### Given records
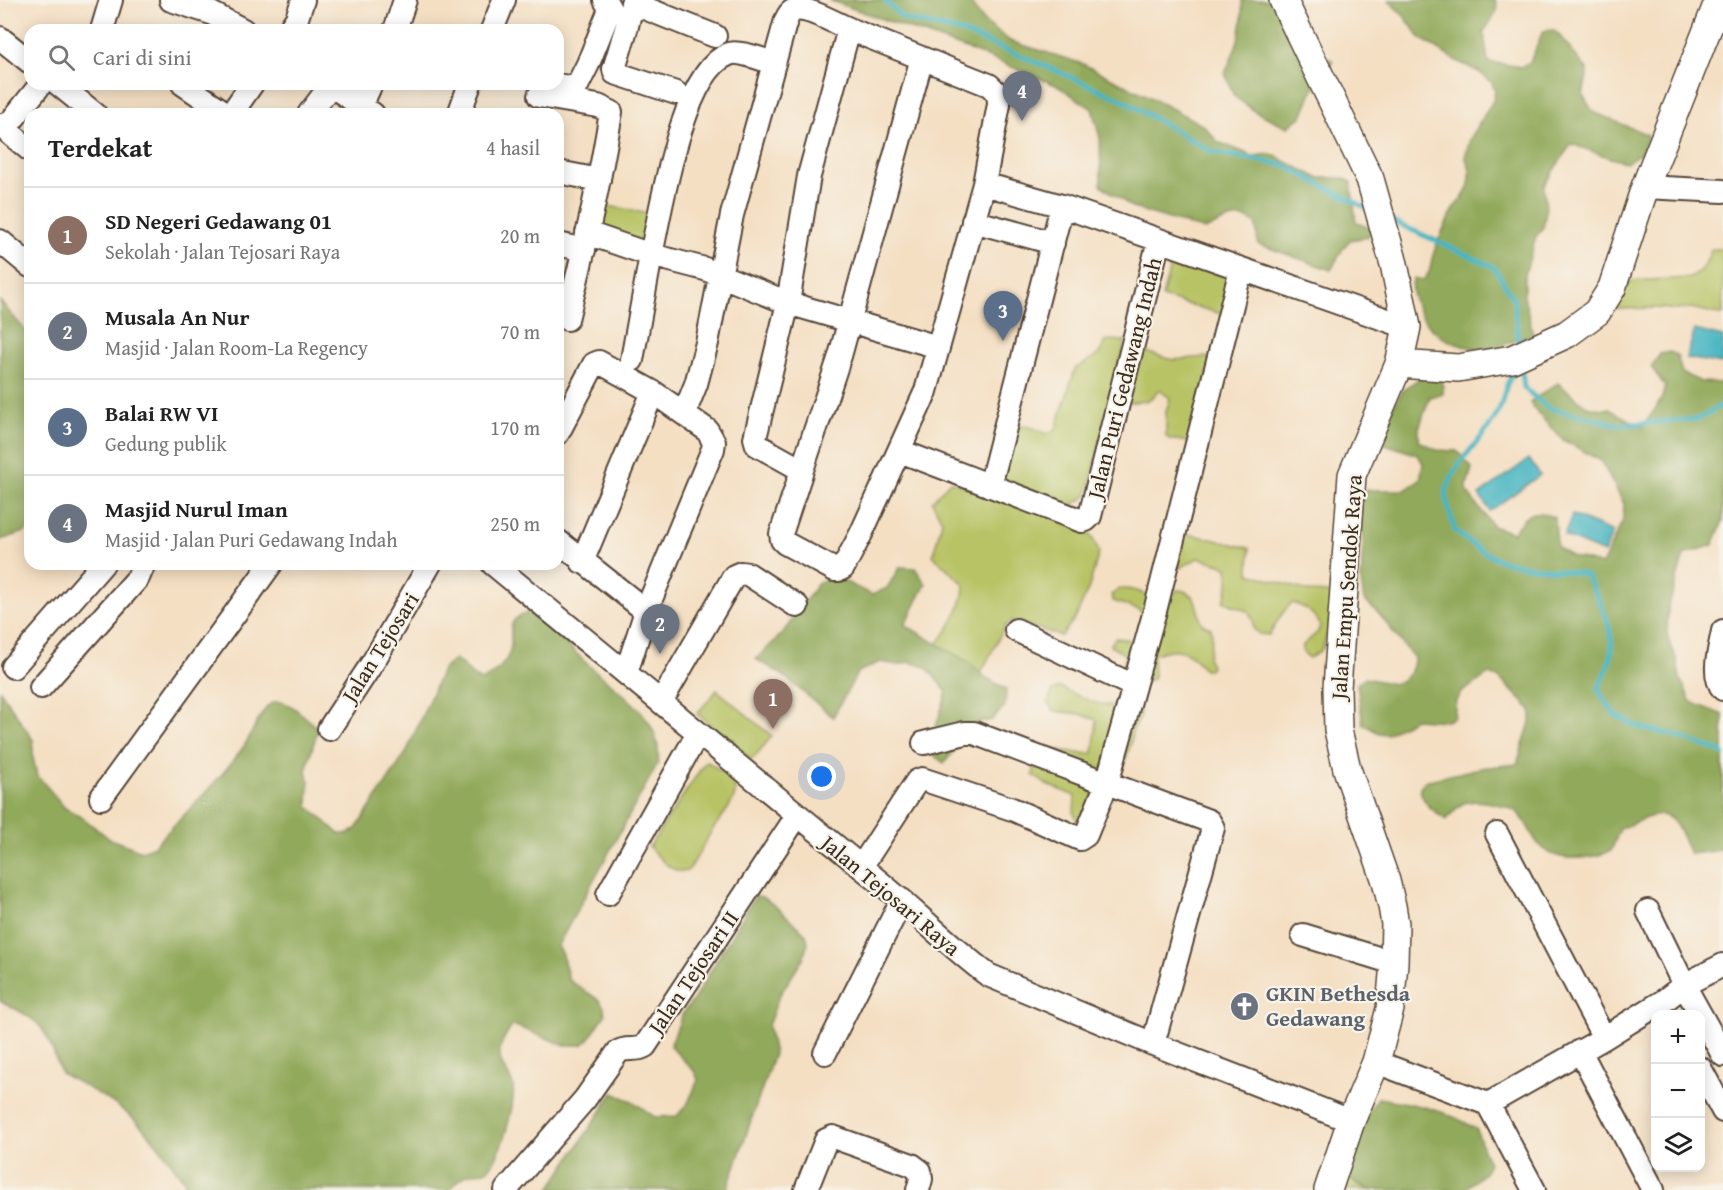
<!DOCTYPE html>
<html lang="id">
<head>
<meta charset="utf-8">
<style>
  :root { --surface:#fff; --page:#f6f6f6; --text:#222; --muted:#767676; --line:#e0e0e0; --accent:#ea580c }
  body { margin:0; font-family:"Gentium Book Plus",serif; background:var(--page); color:var(--text) }
  .controls { position:absolute; right:18px; bottom:18px; display:grid; overflow:hidden; border-radius:12px; box-shadow:0 3px 15px #0003 }
  .controls button { width:54px; height:54px; display:grid; place-items:center; padding:0; border:0; border-bottom:2px solid var(--line); background:var(--surface); color:var(--text); font:30px sans-serif }
  .you { position:absolute; left:822px; top:777px; width:21px; height:21px; margin:-15px; border:4px solid #fff; border-radius:50%; background:#1a73e8; box-shadow:0 0 0 9px #1a73e833 }
  .badge { display:grid; place-items:center; width:39px; height:39px; border-radius:50%; background:var(--accent); color:#fff; font-size:20px; font-weight:700 }
  .pin { position:absolute; translate:-50% -50px; filter:drop-shadow(0 2px 3px #0008) }
  .pin::after { content:''; position:absolute; top:32px; width:21px; height:18px; background:inherit; clip-path:polygon(0 0,100% 0,50% 100%) }
  .list { margin:0; padding:0; list-style:none }
  h2 { display:flex; justify-content:space-between; align-items:center; height:78px; margin:0; padding:0 24px; font-size:26px }
  h2 small { font-size:20px; font-weight:400; color:var(--muted) }
  .list li { display:grid; grid-template-columns:39px 1fr auto; gap:18px; align-items:center; box-sizing:border-box; height:96px; padding:0 24px; border-top:2px solid var(--line) }
  .list b { display:block; font-size:22px; white-space:nowrap }
  .list p { margin:0; font-size:20px; white-space:nowrap; color:var(--muted) }
  .list em { font-size:20px; font-style:normal; color:var(--muted) }
  .icon { flex:none; width:33px; height:33px; fill:none; stroke:currentColor; stroke-width:2; stroke-linecap:round; stroke-linejoin:round }
  .map { position:relative; flex:none; width:1723px; height:1190px; overflow:hidden }
  .search { position:absolute; background:var(--surface); box-shadow:0 3px 15px #0003; left:24px; top:24px; width:540px; height:66px; display:flex; align-items:center; gap:15px; box-sizing:border-box; padding:0 21px; border-radius:18px; color:var(--muted); font-size:22px }
  .panel { position:absolute; background:var(--surface); box-shadow:0 3px 15px #0003; left:24px; top:108px; width:540px; height:462px; border-radius:18px }
  .map>svg:first-child { display:block }
  .green { fill:#b7c365; stroke:#797642; stroke-width:1.5 }
  .forest { fill:#91a95a; stroke:#666a3c; stroke-width:1.5 }
  .water { fill:#48b6c2; stroke:#427070; stroke-width:1.5 }
  .lines { fill:none; stroke-linecap:round; stroke-linejoin:round }
  .stream { stroke:#48b6c2; stroke-width:5 }
  .minor-casing { stroke:#574537; stroke-width:26 }
  .tertiary-casing { stroke:#574537; stroke-width:30 }
  .minor { stroke:#fff; stroke-width:22 }
  .tertiary { stroke:#fff; stroke-width:27 }
  .labels { text-anchor:middle; dominant-baseline:central; stroke-width:4.5; stroke-linejoin:round; paint-order:stroke }
  .street-label { font-size:22px; fill:#3b2a1e; stroke:#f7f3e8 }
  .worship-label { font-size:22px; font-weight:bold; fill:#5b616d; stroke:#f7f3e8; text-anchor:start }
</style>
</head>
<body>
<div class="map">
<svg width="1723" height="1190" viewBox="0 0 1723 1190">
  <rect width="100%" height="100%" fill="#f7f3e8"/>
  <filter id="ink" filterUnits="userSpaceOnUse"><feTurbulence type="fractalNoise" baseFrequency=".0167" numOctaves="2"/><feDisplacementMap in="SourceGraphic" scale="12" xChannelSelector="R" yChannelSelector="G"/><feConvolveMatrix kernelMatrix="1 2 1 2 8 2 1 2 1" color-interpolation-filters="sRGB"/></filter>
  <filter id="wash" filterUnits="userSpaceOnUse"><feTurbulence type="fractalNoise" baseFrequency=".008" numOctaves="4" result="noise"/><feDisplacementMap in="SourceGraphic" scale="24" xChannelSelector="R" yChannelSelector="G"/><feGaussianBlur stdDeviation="1.35" result="paint"/><feColorMatrix in="noise" values="0 0 0 0 0 0 0 0 0 0 0 0 0 0 0 0 0 1.4 0 .05"/><feComposite in="paint" operator="in"/></filter>
  <g filter="url(#wash)">
    <rect width="100%" height="100%" fill="#f4dfc3"/>
    <path class="green" d="M598,204L655,215L649,243L593,232Z
      M1712,249H1723V315L1691,308L1677,310L1661,308L1616,309L1625,281L1689,278C1703,273 1706,262 1712,249Z
      M1173,255L1234,273L1222,314L1162,297Z
      M1107,340L1125,341L1087,496L1072,505L1093,539L1099,552L1089,587L1076,617L1061,636L1013,620L1005,626L981,673L970,663L937,644C950,627 964,607 964,584L933,556L942,521L932,501L950,481L993,496L1017,425L1031,427L1046,434L1056,429L1075,369L1098,355Z
      M1135,349L1173,360L1205,357L1212,360L1188,442L1169,439L1166,436V412L1170,398L1159,390C1149,403 1143,402 1128,402Z
      M1183,535H1194L1250,548L1249,573L1311,592L1328,593L1336,598C1334,607 1325,646 1321,650C1318,654 1312,656 1309,658L1303,652V645L1318,632L1320,625C1315,614 1304,606 1292,603C1279,614 1278,623 1269,635L1259,634L1253,628V621L1249,612L1223,601C1229,592 1229,578 1227,568L1221,564L1198,558L1180,568L1170,565Z
      M1120,589C1138,588 1147,595 1161,606L1171,598L1177,590C1198,590 1196,608 1202,624L1211,628C1214,640 1210,647 1208,659L1211,665L1210,669H1204C1188,649 1177,645 1153,655L1154,678L1141,686L1121,671L1126,655L1110,646L1115,638L1127,639L1139,644L1144,615L1139,610L1113,601L1111,595Z
      M1060,687C1075,694 1094,705 1111,705C1119,706 1128,703 1136,703L1140,708V717L1132,732L1131,743L1122,772L1121,782L1098,786L1078,825L1074,813L1075,796L1046,784L1033,775L1035,763L1045,750C1062,747 1076,756 1093,753L1097,720L1080,714L1054,711L1048,703L1052,691Z
      M717,690L772,736L752,760L697,714Z
      M706,761C715,766 733,778 735,789C738,800 717,822 711,832C706,839 692,869 687,871C673,876 658,856 649,847Z
      M1345,1173L1357,1184L1371,1190H1339Z"/>
    <path class="forest" d="M829,0H968L985,22L1010,41L1083,64L1156,100L1204,126L1218,142L1253,156L1271,154L1318,178H1344L1351,182L1356,222L1371,229L1368,237L1350,240L1344,247L1331,270L1258,244L1256,224C1239,210 1222,222 1205,230L1133,208L1101,185L1100,138L1092,109L1058,86L980,54Z
      M1242,0H1294L1284,29L1333,61L1312,92L1302,116L1288,127L1256,112L1234,96L1225,73C1237,46 1244,30 1242,0Z
      M1388,0H1495L1498,9L1484,32L1488,62L1522,67L1530,62L1543,31L1553,30L1560,36L1588,71L1583,95L1593,112L1648,135L1642,152L1627,162C1609,160 1589,149 1571,144L1544,185L1546,211L1543,229L1536,236L1524,278V296L1533,334C1520,338 1506,345 1493,348C1463,352 1430,337 1418,309C1413,298 1409,290 1414,278L1423,280C1433,270 1429,267 1433,255C1438,239 1448,219 1457,204C1462,198 1468,192 1469,184C1471,175 1470,165 1465,157L1470,139L1493,101L1495,91L1492,83L1479,72L1453,59L1420,38L1404,16Z
      M0,301L30,336V528L25,532L0,540Z
      M1670,352L1677,355L1682,373L1701,382L1723,383V521L1713,545L1684,555L1668,609L1667,635L1677,661L1680,678L1691,702L1723,715V847L1715,851L1690,854C1670,805 1666,809 1620,829L1611,851C1591,859 1558,864 1540,846C1532,838 1528,824 1520,815C1510,805 1475,797 1462,804C1456,807 1451,815 1446,820C1434,811 1421,803 1420,787L1425,781L1480,768L1517,764L1531,719V710L1498,677L1489,674L1461,693L1456,700L1454,717L1447,721L1415,719L1387,734L1379,733L1363,724L1357,684L1364,678L1395,684C1407,677 1414,672 1414,658L1378,613L1364,600L1361,582L1363,545L1360,501L1365,490H1405L1420,480L1423,464L1418,455L1373,440L1403,390L1421,377L1441,380L1443,384V394L1430,397L1419,428V441L1437,450L1457,451L1472,468L1467,486V492L1493,526L1513,533C1527,513 1531,507 1555,518L1557,547L1571,556L1602,565L1623,520L1624,504L1601,461L1563,440L1540,416L1530,402L1558,383L1585,405L1593,408L1609,409L1642,427C1651,414 1663,402 1665,386L1651,367L1660,354Z
      M900,567L915,568L926,584L905,625L970,663L985,677L1006,689L1005,706L992,720L978,723L944,763L928,751L947,692L926,667L909,662L898,665L880,662L858,672L833,717L781,674L756,659L782,634L818,583L836,577L872,595L887,588Z
      M539,611C553,627 567,644 582,659C612,689 664,713 658,763L557,947L562,954L569,980L599,1000L604,1007L605,1015L589,1039L582,1045H564L513,1025C502,1039 494,1053 505,1070C509,1076 512,1080 513,1086C516,1103 502,1152 491,1166C484,1175 475,1171 466,1175C460,1178 454,1186 449,1190H190C168,1157 144,1122 110,1101C94,1091 77,1082 61,1073C54,1056 49,1031 33,1020C23,1012 11,1007 0,1001V690L33,740V758L37,775L65,808L80,816L110,839L142,851L154,846C184,814 219,782 244,746C252,735 262,705 275,702C290,699 307,720 318,728L306,771L309,780L308,806L339,834H348L356,829L406,753L442,670L455,659C466,666 470,677 482,681C491,676 502,667 507,658C520,636 494,617 539,611Z
      M755,896L764,898L779,909L806,934L808,943L803,959L779,996L768,1026L774,1054L727,1190H549L613,1093L632,1101L655,1117L677,1116L688,1103L698,1080L695,1072L670,1046L683,1013L694,999Z
      M1378,1098C1413,1104 1447,1109 1477,1130L1482,1147L1489,1163L1484,1173L1464,1190H1371L1357,1183L1345,1173L1365,1116Z"/>
    <path class="water" d="M1695,330L1723,337V364L1686,358Z
      M1529,459L1540,475L1490,511L1479,495Z
      M1572,515L1613,532L1604,553L1564,536Z"/>
    <g class="lines">
      <path class="stream" d="M884,0L904,19L962,32L1045,66L1121,99L1212,152L1284,165L1368,209
        M1392,221L1494,267L1514,300L1519,347
        M1521,362L1524,388L1548,408L1620,425L1699,419L1723,404
        M1521,367C1501,384 1508,391 1498,412C1485,440 1456,458 1447,489C1444,498 1452,521 1455,531C1466,539 1477,549 1489,555C1515,569 1556,568 1586,575C1599,601 1615,625 1611,655C1610,666 1602,679 1598,690L1615,715L1638,727L1677,736L1719,751L1723,754"/>
    </g>
  </g>
  <g filter="url(#ink)">
    <g class="lines">
      <defs>
        <path id="minor" d="M171,0L211,13L243,30
          M633,0L627,26L614,69L615,73L676,93
          M632,3L715,36
          M849,29L989,85C996,91 999,94 999,104L984,184
          M102,30L111,0
          M289,30L297,18L303,0
          M395,30L405,0
          M492,30L504,0
          M0,38L30,62
          M58,84L95,114
          M183,84L227,114
          M329,84L373,114
          M549,84L576,88L588,64L610,9L605,0
          M539,96L598,106L611,112C600,182 584,251 567,319
          M361,106L371,84
          M231,114L252,84
          M309,114L331,85
          M459,114L470,84
          M0,125L30,150
          M5,129L41,84
          M558,172L599,180
          M1645,187L1723,191
          M973,221L1053,243
          M587,233L651,255C661,210 682,71 729,54C738,50 763,60 774,63
          M0,241L30,266
          M558,244L584,250
          M632,360L651,255L705,269L788,303L938,347
          M684,414L696,384L707,343L732,215L786,20C788,16 790,11 795,10C808,7 837,24 849,29L809,176L788,303L755,438L757,445L802,470L840,356L922,58
          M558,433L594,364L599,362L653,392L707,430L714,442L713,449L646,611L626,673
          M900,451L1082,521L1086,520L1090,516L1159,240
          M802,470L781,534L782,540L785,543L835,570H839L843,568L861,534L926,391L984,184L1062,206L1407,327
          M990,486L1062,206
          M558,541L646,611
          M582,562L653,392
          M493,564C619,668 745,772 871,875C911,907 947,944 988,975L1153,1044L1351,1121
          M1016,630L1134,686
          M1723,631C1720,648 1711,675 1723,689
          M13,667L103,564
          M41,687L138,578L144,564
          M661,702L734,576L741,573L748,574L797,606
          M329,729L373,662L430,564
          M924,743L965,733H974L1107,783L1156,607L1241,269
          M101,798L271,564
          M1497,834L1604,1038
          M861,867L917,781L922,779L1012,809L1080,839L1086,835L1107,783L1209,821L1213,828L1153,1044
          M608,894L698,733
          M1648,911L1684,985L1723,1055
          M1303,935L1394,963
          M1580,1051L1653,1190
          M825,1053L902,900
          M1376,1062L1488,1104
          M1700,1068L1723,1111
          M1488,1104L1604,1038L1665,1000L1684,985L1723,965
          M1488,1104L1534,1190
          M506,1190L585,1099L618,1052C626,1046 636,1052 645,1046L797,816
          M806,1190L826,1140L833,1137L912,1165L920,1171L921,1179L918,1190"/>
        <path id="tertiary" d="M1283,0L1370,179L1394,264L1407,327L1399,364L1352,475L1337,688L1338,730L1347,769L1386,881L1392,906L1395,924L1394,963L1390,1009L1376,1062L1351,1121L1328,1190
          M1399,364L1458,368L1512,359L1567,334L1597,312L1612,288L1645,187L1719,0"/>
      </defs>
      <use href="#minor" class="minor-casing"/>
      <use href="#tertiary" class="tertiary-casing"/>
      <use href="#minor" class="minor"/>
      <use href="#tertiary" class="tertiary"/>
    </g>
  </g>
  <defs>
    <symbol id="church-disc" viewBox="-11 -11 22 22"><circle r="9.5" fill="#6b7280" stroke="#f7f3e8"/><path d="M-1.2-6h2.4v3.5h3.3v2.4h-3.3V6h-2.4V-.1h-3.3v-2.4h3.3Z" fill="#fff"/></symbol>
  </defs>
  <g fill-rule="evenodd">
    <use href="#church-disc" x="1228" y="990" width="33" height="33"/>
  </g>
  <g class="labels">
    <g class="street-label">
      <text transform="translate(1124 378) rotate(-76)">Jalan Puri Gedawang Indah</text>
      <text transform="translate(1346 587) rotate(-86)">Jalan Empu Sendok Raya</text>
      <text transform="translate(380 647) rotate(-58)">Jalan Tejosari</text>
      <text transform="translate(891 895) rotate(40)">Jalan Tejosari Raya</text>
      <text transform="translate(693 972) rotate(-56)">Jalan Tejosari II</text>
    </g>
    <g class="worship-label">
      <text x="1266" y="993">GKIN Bethesda<tspan x="1266" dy="25">Gedawang</tspan></text>
    </g>
  </g>
</svg>
<div class="controls">
<button>+</button>
<button>−</button>
<button><svg class="icon" aria-label="layers" viewBox="0 0 24 24"><path d="M12 4l9 5-9 5-9-5zM3 14l9 5 9-5"/></svg></button>
</div>
<div class="you"></div>
<div class="pin badge" style="left:773px;top:729px;background:#8d6e63">1</div>
<div class="pin badge" style="left:660px;top:654px;background:#6b7280">2</div>
<div class="pin badge" style="left:1003px;top:341px;background:#5c6f8a">3</div>
<div class="pin badge" style="left:1022px;top:121px;background:#6b7280">4</div>
<div class="search"><svg class="icon" aria-label="search" viewBox="0 0 24 24"><circle cx="10" cy="10" r="6"/><path d="M15 15l6 6"/></svg>Cari di sini</div>
<section class="panel">
<h2>Terdekat<small>4 hasil</small></h2>
<ul class="list">
<li><span class="badge" style="background:#8d6e63">1</span><div><b>SD Negeri Gedawang 01</b><p>Sekolah · Jalan Tejosari Raya</p></div><em>20 m</em></li>
<li><span class="badge" style="background:#6b7280">2</span><div><b>Musala An Nur</b><p>Masjid · Jalan Room-La Regency</p></div><em>70 m</em></li>
<li><span class="badge" style="background:#5c6f8a">3</span><div><b>Balai RW VI</b><p>Gedung publik</p></div><em>170 m</em></li>
<li><span class="badge" style="background:#6b7280">4</span><div><b>Masjid Nurul Iman</b><p>Masjid · Jalan Puri Gedawang Indah</p></div><em>250 m</em></li>
</ul>
</section>
</div>
</body>
</html>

### Task prompt
Only an exact copy is wanted: the lines from the opening of the material through the line that has "position:absolute; right:18px; bottom:18px;", minus any pictures.

### Response to the task
<!DOCTYPE html>
<html lang="id">
<head>
<meta charset="utf-8">
<style>
  :root { --surface:#fff; --page:#f6f6f6; --text:#222; --muted:#767676; --line:#e0e0e0; --accent:#ea580c }
  body { margin:0; font-family:"Gentium Book Plus",serif; background:var(--page); color:var(--text) }
  .controls { position:absolute; right:18px; bottom:18px; display:grid; overflow:hidden; border-radius:12px; box-shadow:0 3px 15px #0003 }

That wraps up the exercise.